■ Excerpts from a dataset
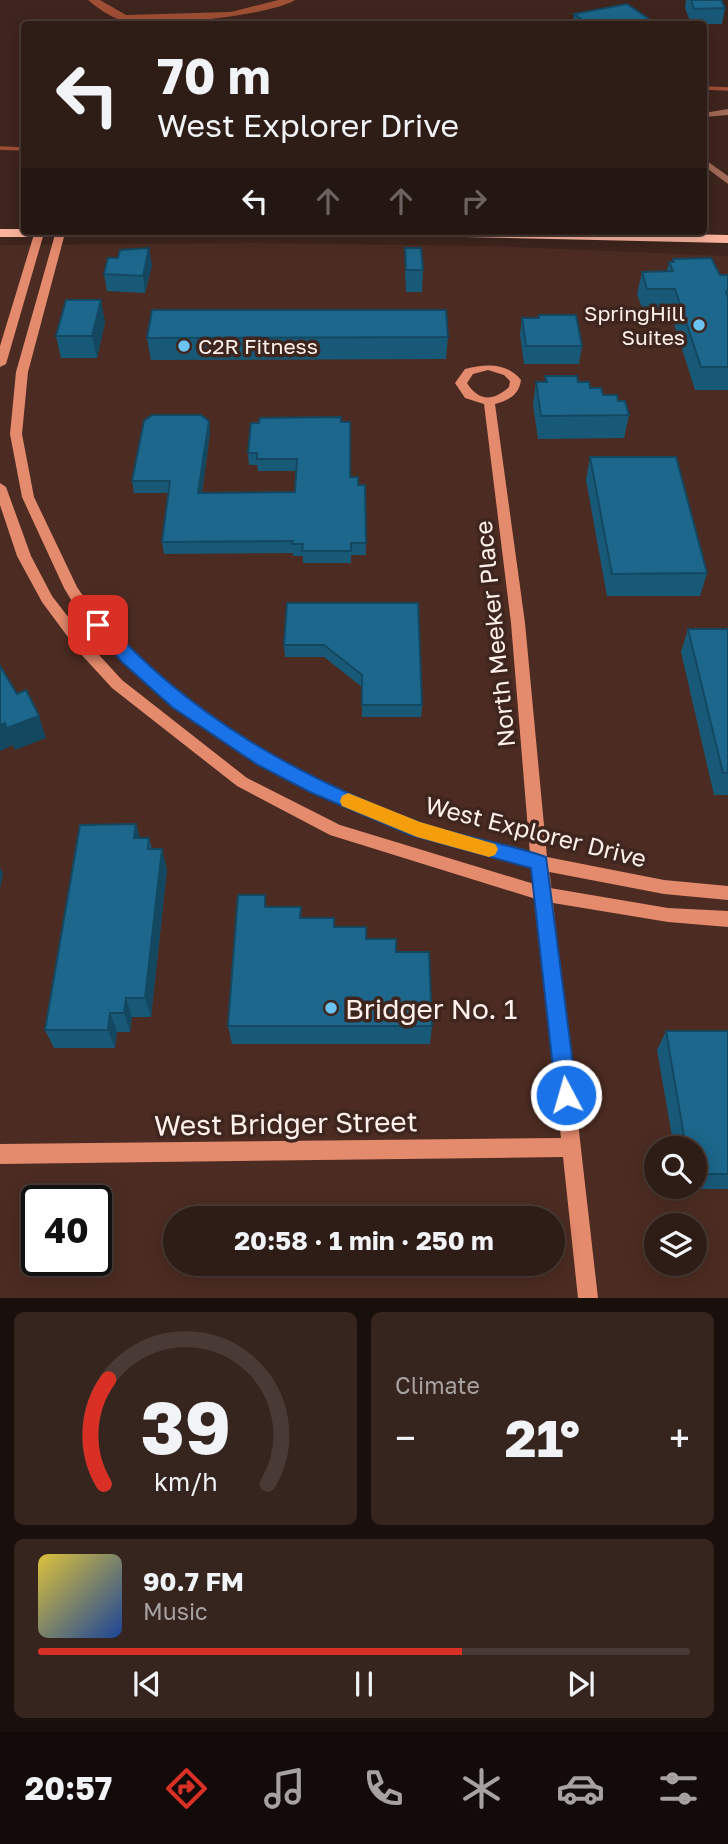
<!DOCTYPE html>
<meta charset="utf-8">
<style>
body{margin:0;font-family:"Golos Text",sans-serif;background:#36251f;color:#f1f3f6;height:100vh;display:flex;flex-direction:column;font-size:26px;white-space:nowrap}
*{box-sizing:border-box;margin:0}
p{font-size:23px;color:#a7a1a1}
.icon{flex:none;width:38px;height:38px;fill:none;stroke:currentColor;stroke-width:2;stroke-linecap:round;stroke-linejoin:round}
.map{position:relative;height:1298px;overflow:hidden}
.side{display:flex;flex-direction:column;gap:14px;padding:14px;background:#190f0c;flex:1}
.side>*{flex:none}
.banner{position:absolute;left:21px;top:21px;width:686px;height:214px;border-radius:7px;box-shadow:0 4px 18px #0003,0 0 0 2px #493a35;background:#2e1c16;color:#f1f3f6;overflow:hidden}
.buttons{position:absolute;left:644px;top:1136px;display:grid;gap:14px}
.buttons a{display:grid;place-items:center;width:63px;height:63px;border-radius:50%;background:#2e1c16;box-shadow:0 4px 18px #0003,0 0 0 2px #493a35;font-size:35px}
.speed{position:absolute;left:21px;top:1185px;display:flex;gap:14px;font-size:35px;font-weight:700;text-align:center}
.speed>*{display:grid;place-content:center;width:91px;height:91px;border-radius:50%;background:#2e1c16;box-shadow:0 4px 18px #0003,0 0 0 2px #493a35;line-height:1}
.speed .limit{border:4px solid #111;border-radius:10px;background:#fff;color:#111}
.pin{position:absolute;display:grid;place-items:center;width:60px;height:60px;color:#fff;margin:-30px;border-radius:14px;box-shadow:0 4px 10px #0006}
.me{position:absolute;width:77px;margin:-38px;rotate:354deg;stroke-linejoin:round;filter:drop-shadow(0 0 5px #0008)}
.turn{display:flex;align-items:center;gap:24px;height:147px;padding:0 21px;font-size:32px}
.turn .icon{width:91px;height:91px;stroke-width:2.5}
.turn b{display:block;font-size:49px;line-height:60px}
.lanes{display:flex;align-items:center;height:66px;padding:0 21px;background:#0003;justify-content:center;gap:35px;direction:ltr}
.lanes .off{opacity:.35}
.big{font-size:52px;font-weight:700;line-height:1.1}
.side .widget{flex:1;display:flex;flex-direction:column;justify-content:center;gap:10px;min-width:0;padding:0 24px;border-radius:10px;background:#36251f}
.side .dial{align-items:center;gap:0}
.dial svg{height:182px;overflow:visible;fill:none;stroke:#493a35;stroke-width:7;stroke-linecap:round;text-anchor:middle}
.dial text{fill:#f1f3f6;stroke:none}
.song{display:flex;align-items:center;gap:21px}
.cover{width:84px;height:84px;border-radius:10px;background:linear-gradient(135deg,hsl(50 70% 55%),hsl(220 70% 35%))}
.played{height:7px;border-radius:4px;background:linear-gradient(90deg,#d93025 65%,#493a35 65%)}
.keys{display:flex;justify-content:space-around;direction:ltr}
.heat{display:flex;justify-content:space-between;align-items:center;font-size:38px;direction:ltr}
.side .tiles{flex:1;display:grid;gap:14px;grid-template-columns:1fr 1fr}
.widget:last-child{grid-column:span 2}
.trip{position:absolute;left:163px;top:1206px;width:402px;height:70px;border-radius:35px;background:#2e1c16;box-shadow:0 4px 18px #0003,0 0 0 2px #493a35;font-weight:700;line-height:70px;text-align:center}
.tab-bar{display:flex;height:112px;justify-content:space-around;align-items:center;background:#120b09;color:#a7a1a1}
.tab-bar .icon{width:49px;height:49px}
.tab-bar .selected{color:#d93025}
.tab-bar b{font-size:32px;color:#f1f3f6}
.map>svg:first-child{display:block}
</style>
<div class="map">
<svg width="728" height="1298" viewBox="0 0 728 1298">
<rect width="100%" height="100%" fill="#3e251d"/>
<path fill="#4c2c22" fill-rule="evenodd" d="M259,243L490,246L728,256V1298H0V245ZM656,1148H695V1186H656ZM37,1200H96V1260H37ZM175,1218H553V1264H175ZM656,1225H695V1264H656Z"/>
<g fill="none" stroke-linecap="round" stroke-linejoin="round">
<g stroke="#9f4f35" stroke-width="3.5">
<polyline points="704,88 728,89"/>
<polyline points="0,148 24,149"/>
</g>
<path fill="#9f4f35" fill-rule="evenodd" d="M88,0H100L126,15L231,12L278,0H295C273,15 144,30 120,20C109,16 96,7 88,0Z"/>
<g fill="#a16957" fill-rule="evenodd">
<polygon points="728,109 728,115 704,117 704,113"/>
<polygon points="704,159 728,176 728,184 704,166"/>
<path d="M539,856L545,858C549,869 554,888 550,899L544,901L538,899C533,889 529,869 533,858Z"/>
</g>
<g fill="#e48a6d" fill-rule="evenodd">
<polygon points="35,231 44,233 6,364 0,367 0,346"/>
<path d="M56,231L65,233L28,372L22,434L34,497L77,587L89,605L132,652L183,698L269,756L321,782L419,823L530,854L511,623L484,404L465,398L455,383L465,369C486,364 506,362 521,380C519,395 509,400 495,404L525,623L547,857L664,880L728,886V900L664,894L539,870L411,834L311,792L259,764L173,706L122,660L79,613L64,588L22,497L10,434L16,372ZM488,370L504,375L510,381L509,387C493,402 478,401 467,383L473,374Z"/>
<polygon points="0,483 6,487 31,556 52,596 89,644 122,680 247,778 340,825 544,887 668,908 728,911 728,927 668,922 553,903 598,1298 578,1298 563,1157 0,1164 0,1144 561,1138 536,899 330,835 237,786 112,688 79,652 42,602 17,556 0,505"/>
</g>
<polygon fill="#fab49d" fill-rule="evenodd" points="0,229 539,231 728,235 728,243 465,237 0,237"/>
</g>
<g fill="#185978">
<polygon points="686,0 721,0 725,8 722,24 691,24 685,8"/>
<polygon points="574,14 648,24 573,24"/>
<polygon points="405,248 423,270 422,292 406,292 405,270"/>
<polygon points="673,259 720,275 728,275 728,390 695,390 670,311 643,311 637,294 642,272 667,271 669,262 673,262"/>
<polygon points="152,265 145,293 107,291 104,274"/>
<polygon points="539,315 582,346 579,364 524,364 520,335 522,318 538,318"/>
<polygon points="105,322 97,358 61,358 56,336"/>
<polygon points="448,337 446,359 151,360 147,338"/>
<polygon points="545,376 578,382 603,395 618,401 629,415 624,438 538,439 533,405 536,382 545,382"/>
<polygon points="209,421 210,433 202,493 295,492 296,471 258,471 257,465 249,465 248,453 341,422 350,477 358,485 365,485 366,555 351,555 351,563 303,563 303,556 293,556 293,553 164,554 162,542 169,493 134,493 132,481"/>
<polygon points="590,457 707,573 700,596 607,596 586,480"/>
<polygon points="287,603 422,705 421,717 362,717 362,687 324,657 285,657 284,645"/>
<polygon points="688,629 728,629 728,795 714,795 681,652"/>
<polygon points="136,824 140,838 149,838 152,849 167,869 151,1017 132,1017 130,1032 117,1032 115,1048 54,1048 45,1030"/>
<polygon points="267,907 335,927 396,952 432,1026 430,1044 232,1044 228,1026"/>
<polygon points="666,1031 728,1031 728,1189 681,1189 680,1186 695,1186 695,1148 674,1148 657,1050"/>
</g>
<g fill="#144861">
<polygon points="649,19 648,24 623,24"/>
<polygon points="149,248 152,265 145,293 143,276"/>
<polygon points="101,300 105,322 97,358 92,336"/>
<polygon points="209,421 210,433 200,505 198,493"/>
<polygon points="39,716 46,738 15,750 13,745 0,751 0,725 5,723"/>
<polygon points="136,824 142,845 134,838"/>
<polygon points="162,849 167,869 151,1017 145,998"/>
<polygon points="0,867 3,874 0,889"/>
<polygon points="126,998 132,1017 130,1032 124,1013"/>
<polygon points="110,1013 117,1032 115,1048 108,1030"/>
</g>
<g fill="#1c678b" stroke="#144861" stroke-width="2">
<polygon points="691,0 721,0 725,8 694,9"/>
<polygon points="627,4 649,19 623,24 588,24 574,14"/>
<polygon points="149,248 143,276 104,274 108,258 118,258 120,250"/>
<polygon points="405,248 421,248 423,270 406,270"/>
<polygon points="711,258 720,275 728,275 728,291 726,292 728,298 728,367 701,367 675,289 647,289 642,272 673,271 669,262 674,262 673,259"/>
<polygon points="66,300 101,300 92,336 56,336"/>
<polygon points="152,310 446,310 448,337 147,338"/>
<polygon points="539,315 576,315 582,346 526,346 522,318 539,318"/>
<polygon points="545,376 577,376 578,382 589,382 590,388 601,388 603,395 617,395 618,401 625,401 629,415 541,416 536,382 547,382"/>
<polygon points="152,415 201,415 209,421 198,493 295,492 297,459 257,459 257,453 248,453 251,423 259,423 260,418 341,417 341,422 350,422 350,477 358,477 358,485 365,485 366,543 351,543 351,551 302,551 303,544 292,544 293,541 162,542 170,481 132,481 144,421"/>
<polygon points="590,457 676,457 707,573 612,574"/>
<polygon points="287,603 418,603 422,705 362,705 362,675 324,645 284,645"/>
<polygon points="688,629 728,629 728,773 723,773"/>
<polygon points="0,666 17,694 26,690 39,716 7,728 5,723 0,725"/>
<polygon points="136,824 134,838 149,838 148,849 162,849 145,998 126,998 124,1013 110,1013 108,1030 45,1030 80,825"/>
<polygon points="238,895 265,895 265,907 301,907 300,918 334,918 334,927 366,927 366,939 396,939 396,952 429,952 432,1026 228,1026"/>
<polygon points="666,1031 728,1031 728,1174 695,1174 695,1148 686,1148"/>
</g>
<path fill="#1a73e8" stroke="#114b97" stroke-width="2" d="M98,619L104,620C190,716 298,777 418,822C459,837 504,842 546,857L577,1095L574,1102L566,1105L559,1102L556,1095L531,868L411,835L310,792L258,765L172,707L121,661L91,625Z"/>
<polygon fill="#f59e0b" points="348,793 420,822 495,844 498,849 495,855 489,857 417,837 342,806 340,801 342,796"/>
<g fill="#6bc3f2" stroke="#3e251d" stroke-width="2.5">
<circle cx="699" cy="325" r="7"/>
<circle cx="184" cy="346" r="7"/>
<circle cx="331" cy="1008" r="7"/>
</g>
<g text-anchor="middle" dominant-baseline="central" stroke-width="7" stroke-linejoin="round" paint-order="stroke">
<g font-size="21" fill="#fff1ec" stroke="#3e251d" text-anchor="end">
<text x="685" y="313">SpringHill<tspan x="685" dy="24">Suites</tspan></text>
<text x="198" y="346" text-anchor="start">C2R Fitness</text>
</g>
<g font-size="24" fill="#fff1ec" stroke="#3e251d">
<text transform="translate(494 634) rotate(-96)">North Meeker Place</text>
<text transform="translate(536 831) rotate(14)">West Explorer Drive</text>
</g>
<g font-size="28" fill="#fff1ec" stroke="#3e251d" text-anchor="start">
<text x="345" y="1008">Bridger No. 1</text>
</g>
<g font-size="28" fill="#fff1ec" stroke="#3e251d">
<text transform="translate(286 1123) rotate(-1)">West Bridger Street</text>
</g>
</g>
</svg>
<div class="buttons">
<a><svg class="icon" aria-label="search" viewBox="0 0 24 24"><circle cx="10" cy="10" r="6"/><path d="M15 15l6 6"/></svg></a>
<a><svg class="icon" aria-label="layers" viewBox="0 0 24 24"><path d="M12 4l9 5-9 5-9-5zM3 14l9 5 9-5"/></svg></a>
</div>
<div class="speed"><div class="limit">40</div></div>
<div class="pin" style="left:98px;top:625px;background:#d93025"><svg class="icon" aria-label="arrive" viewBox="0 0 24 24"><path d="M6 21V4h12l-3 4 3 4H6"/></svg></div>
<svg class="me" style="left:566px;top:1095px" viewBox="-20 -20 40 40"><circle r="17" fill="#1a73e8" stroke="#fff" stroke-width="3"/><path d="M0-11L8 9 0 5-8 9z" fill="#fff"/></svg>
<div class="trip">20:58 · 1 min · 250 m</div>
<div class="banner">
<div class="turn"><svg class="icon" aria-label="left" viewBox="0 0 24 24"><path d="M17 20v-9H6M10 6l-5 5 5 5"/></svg><div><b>70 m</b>West Explorer Drive</div></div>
<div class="lanes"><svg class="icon" aria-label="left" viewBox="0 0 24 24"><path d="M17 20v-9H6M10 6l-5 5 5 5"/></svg><svg class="icon off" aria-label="ahead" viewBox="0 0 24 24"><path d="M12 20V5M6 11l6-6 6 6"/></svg><svg class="icon off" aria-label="ahead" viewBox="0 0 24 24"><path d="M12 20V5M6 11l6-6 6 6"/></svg><svg class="icon off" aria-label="right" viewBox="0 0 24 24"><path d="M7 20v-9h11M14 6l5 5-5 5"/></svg></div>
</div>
</div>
<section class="side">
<div class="tiles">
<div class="widget dial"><svg viewBox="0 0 100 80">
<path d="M14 69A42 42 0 1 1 86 69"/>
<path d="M14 69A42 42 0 0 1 16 23" stroke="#d93025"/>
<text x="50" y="56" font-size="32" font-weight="700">39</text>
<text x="50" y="72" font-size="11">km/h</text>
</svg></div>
<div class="widget"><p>Climate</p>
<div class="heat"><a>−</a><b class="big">21°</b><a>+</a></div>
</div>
<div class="widget">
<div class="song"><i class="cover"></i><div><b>90.7 FM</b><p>Music</p></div></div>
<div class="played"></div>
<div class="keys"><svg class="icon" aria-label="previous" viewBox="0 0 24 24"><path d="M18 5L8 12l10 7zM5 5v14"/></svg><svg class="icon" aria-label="pause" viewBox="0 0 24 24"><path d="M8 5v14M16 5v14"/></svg><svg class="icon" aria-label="next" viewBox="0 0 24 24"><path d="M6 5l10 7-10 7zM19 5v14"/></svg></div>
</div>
</div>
</section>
<nav class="tab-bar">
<b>20:57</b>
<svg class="icon selected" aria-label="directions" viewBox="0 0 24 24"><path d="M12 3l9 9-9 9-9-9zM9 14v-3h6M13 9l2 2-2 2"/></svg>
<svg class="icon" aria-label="music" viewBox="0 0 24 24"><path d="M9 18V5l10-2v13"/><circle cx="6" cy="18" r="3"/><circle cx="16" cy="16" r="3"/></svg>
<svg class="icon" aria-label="phone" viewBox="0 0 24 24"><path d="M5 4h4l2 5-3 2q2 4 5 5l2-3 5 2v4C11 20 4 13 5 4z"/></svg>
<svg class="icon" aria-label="climate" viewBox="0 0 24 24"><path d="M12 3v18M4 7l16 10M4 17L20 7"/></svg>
<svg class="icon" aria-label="car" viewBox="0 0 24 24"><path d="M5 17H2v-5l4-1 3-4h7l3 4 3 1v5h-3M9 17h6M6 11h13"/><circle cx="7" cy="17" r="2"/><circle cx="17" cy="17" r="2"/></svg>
<svg class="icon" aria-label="filters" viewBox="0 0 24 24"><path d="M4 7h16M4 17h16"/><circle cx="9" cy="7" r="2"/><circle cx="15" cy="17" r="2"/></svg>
</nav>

■ Try it
Only lines with the word "keys" are wanted, so copy each one from the records.

■ Answer to this exercise
.keys{display:flex;justify-content:space-around;direction:ltr}
<div class="keys"><svg class="icon" aria-label="previous" viewBox="0 0 24 24"><path d="M18 5L8 12l10 7zM5 5v14"/></svg><svg class="icon" aria-label="pause" viewBox="0 0 24 24"><path d="M8 5v14M16 5v14"/></svg><svg class="icon" aria-label="next" viewBox="0 0 24 24"><path d="M6 5l10 7-10 7zM19 5v14"/></svg></div>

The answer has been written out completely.